■ What the task requires
Below are lines of data, and only some are wanted. Please repeat exactly those from the line that has "Draw a box around all text and symbols in the image" through the line that has "Draw a box around all text and symbols in the page".

(Saved data entries)
=-=-=-=-=

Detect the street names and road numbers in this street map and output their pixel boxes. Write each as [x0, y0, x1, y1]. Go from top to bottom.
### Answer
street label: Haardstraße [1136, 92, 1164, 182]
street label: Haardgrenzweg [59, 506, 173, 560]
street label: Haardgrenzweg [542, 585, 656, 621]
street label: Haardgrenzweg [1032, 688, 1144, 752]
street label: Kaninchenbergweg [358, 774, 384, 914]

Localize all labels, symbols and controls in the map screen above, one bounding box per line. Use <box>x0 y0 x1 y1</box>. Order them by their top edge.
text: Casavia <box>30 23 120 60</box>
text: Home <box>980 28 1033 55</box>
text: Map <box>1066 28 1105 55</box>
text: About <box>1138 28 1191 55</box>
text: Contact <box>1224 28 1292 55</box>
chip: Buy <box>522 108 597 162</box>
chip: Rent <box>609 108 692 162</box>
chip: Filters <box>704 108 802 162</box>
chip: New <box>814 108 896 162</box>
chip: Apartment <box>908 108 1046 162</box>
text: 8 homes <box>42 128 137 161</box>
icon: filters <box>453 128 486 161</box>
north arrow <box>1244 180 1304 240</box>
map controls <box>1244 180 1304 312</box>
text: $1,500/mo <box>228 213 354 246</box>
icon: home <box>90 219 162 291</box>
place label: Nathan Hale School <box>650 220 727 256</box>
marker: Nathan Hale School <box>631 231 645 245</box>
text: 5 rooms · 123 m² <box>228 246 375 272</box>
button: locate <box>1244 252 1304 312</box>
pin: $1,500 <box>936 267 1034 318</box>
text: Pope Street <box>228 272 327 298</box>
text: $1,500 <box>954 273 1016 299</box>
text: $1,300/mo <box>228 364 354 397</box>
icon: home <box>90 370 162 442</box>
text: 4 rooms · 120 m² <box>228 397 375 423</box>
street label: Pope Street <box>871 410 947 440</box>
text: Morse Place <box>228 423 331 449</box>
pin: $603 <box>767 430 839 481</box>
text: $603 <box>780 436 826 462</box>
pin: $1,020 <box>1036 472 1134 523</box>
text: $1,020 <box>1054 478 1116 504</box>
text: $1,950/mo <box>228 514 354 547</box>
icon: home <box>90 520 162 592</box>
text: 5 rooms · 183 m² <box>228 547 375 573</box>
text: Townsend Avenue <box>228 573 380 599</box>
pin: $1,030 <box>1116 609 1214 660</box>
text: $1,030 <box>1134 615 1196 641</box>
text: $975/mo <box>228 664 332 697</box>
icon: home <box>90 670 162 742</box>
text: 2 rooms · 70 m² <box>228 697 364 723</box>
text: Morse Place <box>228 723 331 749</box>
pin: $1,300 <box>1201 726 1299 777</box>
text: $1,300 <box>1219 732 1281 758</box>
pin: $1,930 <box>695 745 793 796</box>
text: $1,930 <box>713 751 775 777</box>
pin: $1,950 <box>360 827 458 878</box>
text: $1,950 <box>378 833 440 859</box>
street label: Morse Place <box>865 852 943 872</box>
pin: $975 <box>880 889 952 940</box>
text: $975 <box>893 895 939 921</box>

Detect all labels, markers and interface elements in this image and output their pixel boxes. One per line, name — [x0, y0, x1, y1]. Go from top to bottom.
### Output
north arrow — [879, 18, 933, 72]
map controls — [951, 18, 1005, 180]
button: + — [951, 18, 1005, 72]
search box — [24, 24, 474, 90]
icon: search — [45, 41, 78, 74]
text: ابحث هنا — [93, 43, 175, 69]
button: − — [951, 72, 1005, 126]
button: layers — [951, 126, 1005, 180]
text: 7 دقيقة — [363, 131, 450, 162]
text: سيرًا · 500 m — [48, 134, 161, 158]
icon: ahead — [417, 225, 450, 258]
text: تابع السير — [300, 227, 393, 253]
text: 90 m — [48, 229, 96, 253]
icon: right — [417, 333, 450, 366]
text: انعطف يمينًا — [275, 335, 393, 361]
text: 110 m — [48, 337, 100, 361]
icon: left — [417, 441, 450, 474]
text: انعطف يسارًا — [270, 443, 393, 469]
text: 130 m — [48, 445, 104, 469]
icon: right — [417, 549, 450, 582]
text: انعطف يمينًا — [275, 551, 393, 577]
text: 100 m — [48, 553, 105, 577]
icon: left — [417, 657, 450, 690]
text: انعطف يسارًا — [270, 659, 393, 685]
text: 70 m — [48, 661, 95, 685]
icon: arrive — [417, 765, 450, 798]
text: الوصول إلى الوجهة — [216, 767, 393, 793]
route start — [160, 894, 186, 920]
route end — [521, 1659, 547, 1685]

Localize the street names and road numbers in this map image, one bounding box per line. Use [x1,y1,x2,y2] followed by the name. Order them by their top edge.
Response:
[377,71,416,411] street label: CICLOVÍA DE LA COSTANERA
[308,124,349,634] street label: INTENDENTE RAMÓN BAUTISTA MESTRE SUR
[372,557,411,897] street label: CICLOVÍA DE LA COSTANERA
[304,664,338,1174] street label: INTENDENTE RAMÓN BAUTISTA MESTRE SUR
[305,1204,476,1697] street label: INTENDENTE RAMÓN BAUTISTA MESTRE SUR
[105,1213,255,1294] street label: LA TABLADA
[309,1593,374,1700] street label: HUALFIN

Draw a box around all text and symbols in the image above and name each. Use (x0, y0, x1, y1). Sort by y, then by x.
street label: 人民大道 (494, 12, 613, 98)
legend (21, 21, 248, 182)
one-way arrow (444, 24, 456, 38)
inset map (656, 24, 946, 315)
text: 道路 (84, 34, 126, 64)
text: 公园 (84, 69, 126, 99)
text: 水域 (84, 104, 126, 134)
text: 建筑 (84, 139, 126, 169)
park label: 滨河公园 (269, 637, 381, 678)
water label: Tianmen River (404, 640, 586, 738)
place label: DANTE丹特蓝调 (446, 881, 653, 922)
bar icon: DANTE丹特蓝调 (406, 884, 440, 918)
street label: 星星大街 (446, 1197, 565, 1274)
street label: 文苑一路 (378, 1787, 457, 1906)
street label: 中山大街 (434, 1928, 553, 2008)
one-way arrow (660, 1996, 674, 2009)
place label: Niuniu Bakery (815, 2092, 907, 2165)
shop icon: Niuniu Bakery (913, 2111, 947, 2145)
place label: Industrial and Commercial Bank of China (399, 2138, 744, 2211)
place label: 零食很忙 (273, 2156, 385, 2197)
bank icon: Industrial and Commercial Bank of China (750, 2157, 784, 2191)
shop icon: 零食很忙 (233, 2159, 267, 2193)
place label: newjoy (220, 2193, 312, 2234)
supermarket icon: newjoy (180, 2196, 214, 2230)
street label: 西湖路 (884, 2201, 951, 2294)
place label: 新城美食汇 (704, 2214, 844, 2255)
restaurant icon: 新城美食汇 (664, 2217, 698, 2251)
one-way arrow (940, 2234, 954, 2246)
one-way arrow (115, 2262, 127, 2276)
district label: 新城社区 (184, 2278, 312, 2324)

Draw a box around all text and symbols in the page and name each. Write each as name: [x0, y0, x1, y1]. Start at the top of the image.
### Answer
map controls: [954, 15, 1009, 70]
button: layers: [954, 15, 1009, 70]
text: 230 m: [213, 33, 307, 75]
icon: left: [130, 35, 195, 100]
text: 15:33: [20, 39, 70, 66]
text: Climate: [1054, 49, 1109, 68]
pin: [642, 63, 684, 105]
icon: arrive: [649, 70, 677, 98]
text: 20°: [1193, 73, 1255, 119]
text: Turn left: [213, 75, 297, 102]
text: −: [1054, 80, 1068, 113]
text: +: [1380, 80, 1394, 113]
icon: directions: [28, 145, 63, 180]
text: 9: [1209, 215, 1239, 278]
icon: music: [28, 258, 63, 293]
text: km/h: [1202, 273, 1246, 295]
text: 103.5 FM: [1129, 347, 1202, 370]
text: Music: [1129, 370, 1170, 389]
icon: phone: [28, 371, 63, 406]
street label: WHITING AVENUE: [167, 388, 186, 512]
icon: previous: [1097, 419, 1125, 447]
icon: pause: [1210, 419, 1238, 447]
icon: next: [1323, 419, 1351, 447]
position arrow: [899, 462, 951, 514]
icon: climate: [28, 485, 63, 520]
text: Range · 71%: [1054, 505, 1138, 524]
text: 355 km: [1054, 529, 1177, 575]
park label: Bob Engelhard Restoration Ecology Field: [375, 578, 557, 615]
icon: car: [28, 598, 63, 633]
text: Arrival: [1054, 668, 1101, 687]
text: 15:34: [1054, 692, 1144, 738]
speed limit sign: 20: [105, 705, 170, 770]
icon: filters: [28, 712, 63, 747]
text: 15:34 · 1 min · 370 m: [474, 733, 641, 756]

=-=-=-=-=

■ Task response
Draw a box around all text and symbols in the image above and name each. Use (x0, y0, x1, y1). Sort by y, then by x.
street label: 人民大道 (494, 12, 613, 98)
legend (21, 21, 248, 182)
one-way arrow (444, 24, 456, 38)
inset map (656, 24, 946, 315)
text: 道路 (84, 34, 126, 64)
text: 公园 (84, 69, 126, 99)
text: 水域 (84, 104, 126, 134)
text: 建筑 (84, 139, 126, 169)
park label: 滨河公园 (269, 637, 381, 678)
water label: Tianmen River (404, 640, 586, 738)
place label: DANTE丹特蓝调 (446, 881, 653, 922)
bar icon: DANTE丹特蓝调 (406, 884, 440, 918)
street label: 星星大街 (446, 1197, 565, 1274)
street label: 文苑一路 (378, 1787, 457, 1906)
street label: 中山大街 (434, 1928, 553, 2008)
one-way arrow (660, 1996, 674, 2009)
place label: Niuniu Bakery (815, 2092, 907, 2165)
shop icon: Niuniu Bakery (913, 2111, 947, 2145)
place label: Industrial and Commercial Bank of China (399, 2138, 744, 2211)
place label: 零食很忙 (273, 2156, 385, 2197)
bank icon: Industrial and Commercial Bank of China (750, 2157, 784, 2191)
shop icon: 零食很忙 (233, 2159, 267, 2193)
place label: newjoy (220, 2193, 312, 2234)
supermarket icon: newjoy (180, 2196, 214, 2230)
street label: 西湖路 (884, 2201, 951, 2294)
place label: 新城美食汇 (704, 2214, 844, 2255)
restaurant icon: 新城美食汇 (664, 2217, 698, 2251)
one-way arrow (940, 2234, 954, 2246)
one-way arrow (115, 2262, 127, 2276)
district label: 新城社区 (184, 2278, 312, 2324)

Draw a box around all text and symbols in the page and name each. Write each as name: [x0, y0, x1, y1]. Start at the top of the image.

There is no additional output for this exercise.